▶ _Task item_:
Please copy every line with the string "position" from the entries below.

▶ _Supplied data_:
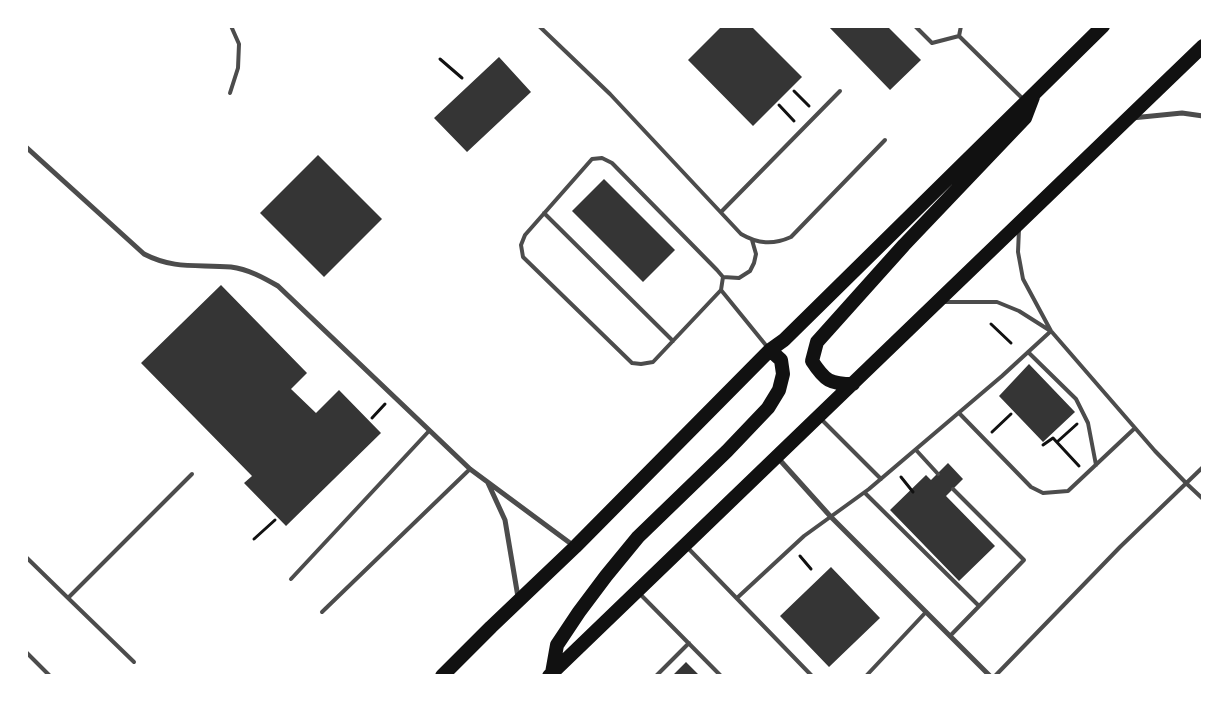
<!DOCTYPE html>
<style>
body{margin:0}
#map{position:relative;width:1229px;height:702px;overflow:hidden;background:#fff;font-family:"Sofia Sans Condensed",sans-serif}
canvas{display:block}
.frame{position:absolute;inset:0;border:28px solid #fff;pointer-events:none}
</style>
<div id="map">
<canvas width="1229" height="702"></canvas>
<div class="frame"></div>
</div>
<script>
const g = document.querySelector('canvas').getContext('2d');
g.lineJoin = 'round';
function fill(path, color) {
  g.fillStyle = color;
  g.fill(path, 'evenodd');
}
function strokePath(path, color, width, dash) {
  g.strokeStyle = color;
  g.lineWidth = width;
  g.lineCap = dash ? 'butt' : 'round';
  g.setLineDash(dash || []);
  g.stroke(path);
}
fill(new Path2D(`
 M722,26H751L802,77L753,126L688,60Z
 M828,26H887L921,60L890,90Z
 M499,57L531,92L467,152L434,118Z
 M318,155L382,219L324,277L260,213Z
 M604,179L675,250L643,282L572,211Z
 M221,285L307,373L291,389L316,413L339,390L381,433L286,526L244,483L252,476L141,363Z
 M1029,364L1075,412L1043,442L999,396Z
 M948,463L963,479L946,496L995,546L959,581L890,510L926,475L931,480Z
 M831,567L880,618L829,667L780,616Z
 M686,662L700,676H672Z`), '#353535');
strokePath(new Path2D(`
 M440,59L462,78
 M794,91L809,106
 M779,105L794,121
 M991,324L1011,343
 M372,418L385,404
 M992,432L1011,414
 M1057,442L1077,424
 M1043,445L1053,438L1079,466
 M901,477L913,492
 M254,539L275,520
 M800,556L811,569`), '#111', 3);
strokePath(new Path2D(`
 M539,26L610,94L741,234C758,244 773,245 791,237L885,140
 M915,26L932,43L959,36
 M961,26L959,36L1024,100
 M230,93L238,68L239,44L231,26
 M721,212L840,91
 M544,213L673,341
 M1019,229L1018,252L1023,279L1051,331L1155,451L1187,484L1203,499
 M723,277L739,278L750,271L754,263L756,254L752,240
 M721,290L723,277L717,270L612,163L602,158L592,159L525,235L521,245L523,257L632,363L641,364L653,362L721,290L769,349
 M943,302H997L1019,311L1049,330
 M1028,352L1076,399L1088,423L1096,465
 M959,413L1031,487L1043,493L1068,491L1135,428
 M820,418L881,479
 M916,450L938,474
 M865,493L979,606
 M686,546L812,676
 M26,557L68,598L192,474
 M291,579L429,431
 M640,594L721,676
 M68,598L134,662
 M737,598L804,536L869,489L1002,376L1051,331
 M322,612L470,469
 M950,636L1024,560L953,489
 M26,652L50,676
 M656,676L689,643
 M866,676L926,612
 M995,676L1120,547L1203,467`), '#4c4c4c', 4);
strokePath(new Path2D(`
 M1132,118L1182,113L1203,116
 M26,147L144,254C175,270 198,264 231,267C248,269 264,278 278,286L470,469L574,546
 M778,458L831,517L990,676
 M488,483L505,520L518,597`), '#4c4c4c', 5);
strokePath(new Path2D(`
 M853,384C830,384 825,381 812,361L817,342L904,245L1025,118L1033,97
 M552,673L557,645L579,612L606,576L638,537L727,451L768,408L779,390L783,374L781,360L770,350
 M442,676L491,627L575,547L770,350L784,340L1103,26
 M549,676L1203,46`), '#111', 14);
</script>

▶ _Task solution_:
#map{position:relative;width:1229px;height:702px;overflow:hidden;background:#fff;font-family:"Sofia Sans Condensed",sans-serif}
.frame{position:absolute;inset:0;border:28px solid #fff;pointer-events:none}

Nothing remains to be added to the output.